Flynote: Appeal against sentence of 6 years, of which 3 years were suspended for 5 years on appropriate conditions for a contravention of s2 (1) (a) of Act 8 of 2000 imposed by a regional magistrate. The appellant was at the time of the commission of the offence 15 years and 1 month old. He had also spent some 18 months incarcerated prior to sentencing. But a severely aggravating feature of the crime (comprising the insertion of his finger in the vagina of a girl of 5 years) was the tender age of the victim. The regional magistrate had considered the personal circumstances of the appellant following a social report being handed in before sentencing. The appellant did not establish a misdirection or irregularity on the part of the regional magistrate. Despite the age of the appellant, the sentence does not induce a sense of shock, given the seriousness of the crime and the interest of society in ensuring that severe sentences are handed down for the statutory rape of young children at tender ages.


That the appeal is dismissed.



[1] The appellant was charged with and pleaded guilty to the offence of contravening s2(1)(a) read with ss1,2 (2), 2 (3), 3, 4, 5, 6 and 7 of the Combating of Rape Act, 8 of 2000 (the Act) by a regional magistrate in Mariental on 21 June 2011. On 15 September 2011, the appellant was sentenced to 6 years imprisonment of which 3 years were suspended for 5 years on condition that the accused is not convicted of rape or attempted rape within the period of suspension. The appellant’s appeal lies only against his sentence.
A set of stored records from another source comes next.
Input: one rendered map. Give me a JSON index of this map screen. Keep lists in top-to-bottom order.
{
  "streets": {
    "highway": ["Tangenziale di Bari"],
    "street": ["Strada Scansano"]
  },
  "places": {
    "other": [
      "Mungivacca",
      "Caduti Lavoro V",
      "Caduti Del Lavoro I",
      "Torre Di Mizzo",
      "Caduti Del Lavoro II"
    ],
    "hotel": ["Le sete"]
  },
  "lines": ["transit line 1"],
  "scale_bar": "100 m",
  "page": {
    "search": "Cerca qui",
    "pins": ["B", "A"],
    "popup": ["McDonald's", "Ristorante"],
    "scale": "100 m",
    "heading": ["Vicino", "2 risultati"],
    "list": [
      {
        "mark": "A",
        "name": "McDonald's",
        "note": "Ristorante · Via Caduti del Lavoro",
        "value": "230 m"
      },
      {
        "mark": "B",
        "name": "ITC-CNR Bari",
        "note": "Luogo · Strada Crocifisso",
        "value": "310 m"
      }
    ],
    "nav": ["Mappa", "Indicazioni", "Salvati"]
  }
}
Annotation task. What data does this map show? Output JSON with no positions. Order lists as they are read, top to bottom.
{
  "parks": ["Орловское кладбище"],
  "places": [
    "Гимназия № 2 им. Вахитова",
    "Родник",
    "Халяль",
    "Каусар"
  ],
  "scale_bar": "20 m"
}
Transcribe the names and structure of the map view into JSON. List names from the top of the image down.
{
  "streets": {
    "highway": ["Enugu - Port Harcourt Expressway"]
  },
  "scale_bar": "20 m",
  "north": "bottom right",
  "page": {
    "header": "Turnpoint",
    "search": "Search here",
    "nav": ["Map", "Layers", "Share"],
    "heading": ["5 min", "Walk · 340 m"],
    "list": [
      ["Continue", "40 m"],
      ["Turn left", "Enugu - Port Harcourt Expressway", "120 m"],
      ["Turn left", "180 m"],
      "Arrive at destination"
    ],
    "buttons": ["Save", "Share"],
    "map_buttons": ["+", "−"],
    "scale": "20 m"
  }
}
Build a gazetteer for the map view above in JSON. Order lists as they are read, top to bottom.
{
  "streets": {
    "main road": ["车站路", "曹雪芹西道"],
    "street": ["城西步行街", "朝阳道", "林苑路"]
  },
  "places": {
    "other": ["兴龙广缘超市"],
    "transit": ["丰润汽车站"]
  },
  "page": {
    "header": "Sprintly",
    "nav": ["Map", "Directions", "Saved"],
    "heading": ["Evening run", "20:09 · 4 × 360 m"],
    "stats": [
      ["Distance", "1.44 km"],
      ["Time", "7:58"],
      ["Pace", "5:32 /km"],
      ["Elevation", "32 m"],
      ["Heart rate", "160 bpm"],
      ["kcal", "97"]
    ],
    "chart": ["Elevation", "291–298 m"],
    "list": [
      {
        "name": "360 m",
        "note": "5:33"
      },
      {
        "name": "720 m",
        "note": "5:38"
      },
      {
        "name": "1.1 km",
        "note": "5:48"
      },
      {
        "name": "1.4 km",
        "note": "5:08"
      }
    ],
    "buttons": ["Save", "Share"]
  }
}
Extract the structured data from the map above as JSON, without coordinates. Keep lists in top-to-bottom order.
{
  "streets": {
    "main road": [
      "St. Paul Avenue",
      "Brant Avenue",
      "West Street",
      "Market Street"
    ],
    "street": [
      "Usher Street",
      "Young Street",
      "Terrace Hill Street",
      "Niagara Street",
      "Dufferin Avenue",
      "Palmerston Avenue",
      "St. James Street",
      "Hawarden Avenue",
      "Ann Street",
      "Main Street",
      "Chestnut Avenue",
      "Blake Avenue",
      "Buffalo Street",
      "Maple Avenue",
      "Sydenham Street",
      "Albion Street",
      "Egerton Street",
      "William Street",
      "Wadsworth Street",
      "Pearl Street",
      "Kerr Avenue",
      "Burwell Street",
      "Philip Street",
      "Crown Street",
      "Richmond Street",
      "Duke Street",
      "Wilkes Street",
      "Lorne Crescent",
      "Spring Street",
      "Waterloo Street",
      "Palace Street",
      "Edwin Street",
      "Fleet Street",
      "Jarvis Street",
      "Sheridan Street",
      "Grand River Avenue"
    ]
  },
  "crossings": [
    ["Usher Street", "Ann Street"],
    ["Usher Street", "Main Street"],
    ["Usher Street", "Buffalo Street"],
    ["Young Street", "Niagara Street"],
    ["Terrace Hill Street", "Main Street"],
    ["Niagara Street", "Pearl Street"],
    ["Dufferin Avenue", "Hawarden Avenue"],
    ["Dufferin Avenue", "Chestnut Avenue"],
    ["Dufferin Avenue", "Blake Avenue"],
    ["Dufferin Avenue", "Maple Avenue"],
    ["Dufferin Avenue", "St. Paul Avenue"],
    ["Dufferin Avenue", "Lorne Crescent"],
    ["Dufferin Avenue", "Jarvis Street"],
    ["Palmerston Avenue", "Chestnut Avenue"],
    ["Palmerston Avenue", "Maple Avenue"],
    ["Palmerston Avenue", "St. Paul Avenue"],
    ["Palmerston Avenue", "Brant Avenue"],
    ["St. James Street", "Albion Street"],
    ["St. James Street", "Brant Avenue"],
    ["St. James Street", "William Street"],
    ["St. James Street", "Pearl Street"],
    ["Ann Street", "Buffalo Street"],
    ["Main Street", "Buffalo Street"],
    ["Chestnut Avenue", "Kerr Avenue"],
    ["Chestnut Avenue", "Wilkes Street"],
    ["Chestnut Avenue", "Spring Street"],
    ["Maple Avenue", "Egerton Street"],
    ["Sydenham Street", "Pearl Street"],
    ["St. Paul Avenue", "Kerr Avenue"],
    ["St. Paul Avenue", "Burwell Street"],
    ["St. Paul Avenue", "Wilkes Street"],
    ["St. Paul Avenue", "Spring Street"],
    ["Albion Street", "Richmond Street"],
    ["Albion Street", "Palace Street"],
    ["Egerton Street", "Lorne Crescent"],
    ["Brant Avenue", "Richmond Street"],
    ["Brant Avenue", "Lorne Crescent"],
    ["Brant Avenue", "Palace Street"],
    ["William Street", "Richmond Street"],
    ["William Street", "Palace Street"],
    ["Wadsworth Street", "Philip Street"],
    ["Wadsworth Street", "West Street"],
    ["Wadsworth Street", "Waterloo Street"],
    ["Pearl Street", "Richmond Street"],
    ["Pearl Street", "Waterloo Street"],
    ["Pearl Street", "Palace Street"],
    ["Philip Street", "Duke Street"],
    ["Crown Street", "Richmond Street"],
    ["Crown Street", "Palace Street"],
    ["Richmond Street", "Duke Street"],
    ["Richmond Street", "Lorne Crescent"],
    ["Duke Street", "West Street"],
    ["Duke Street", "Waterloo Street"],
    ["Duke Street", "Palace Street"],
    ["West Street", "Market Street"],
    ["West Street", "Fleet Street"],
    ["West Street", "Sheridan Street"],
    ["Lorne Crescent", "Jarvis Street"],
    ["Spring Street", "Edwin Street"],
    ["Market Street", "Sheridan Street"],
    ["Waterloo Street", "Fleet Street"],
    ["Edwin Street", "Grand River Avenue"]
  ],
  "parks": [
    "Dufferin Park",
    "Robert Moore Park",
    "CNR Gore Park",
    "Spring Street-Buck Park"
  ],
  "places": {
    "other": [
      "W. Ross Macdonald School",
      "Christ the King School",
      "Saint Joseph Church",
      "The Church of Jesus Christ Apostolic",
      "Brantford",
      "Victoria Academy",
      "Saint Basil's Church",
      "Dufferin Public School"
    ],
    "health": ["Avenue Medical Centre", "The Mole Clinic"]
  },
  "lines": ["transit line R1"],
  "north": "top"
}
[2] The primary thrust of the argument of Mr McNally, who appeared for the appellant in this appeal, was that the regional magistrate failed sufficiently to take into account the age of the appellant at the time of the commission of the offence. The appellant was 15 years and 1 month when the offence was committed. Following his conviction, a report by a social worker was obtained concerning the personal circumstances of the appellant. It was established that he was the first of five children and grew up in Gochas. He and his siblings had been abandoned by their father at an early but unspecified age and he had dropped out of school already in grade 5. The report stated that the appellant did not appear to have fully developed his identity which led to him making wrong choices. The report further pointed out that the absence of a father figure in the appellant’s life had made a significant impact. It was further stated in the report that the appellant dreaded the prospect of imprisonment and had no sense of emotional security after being abandoned by his father.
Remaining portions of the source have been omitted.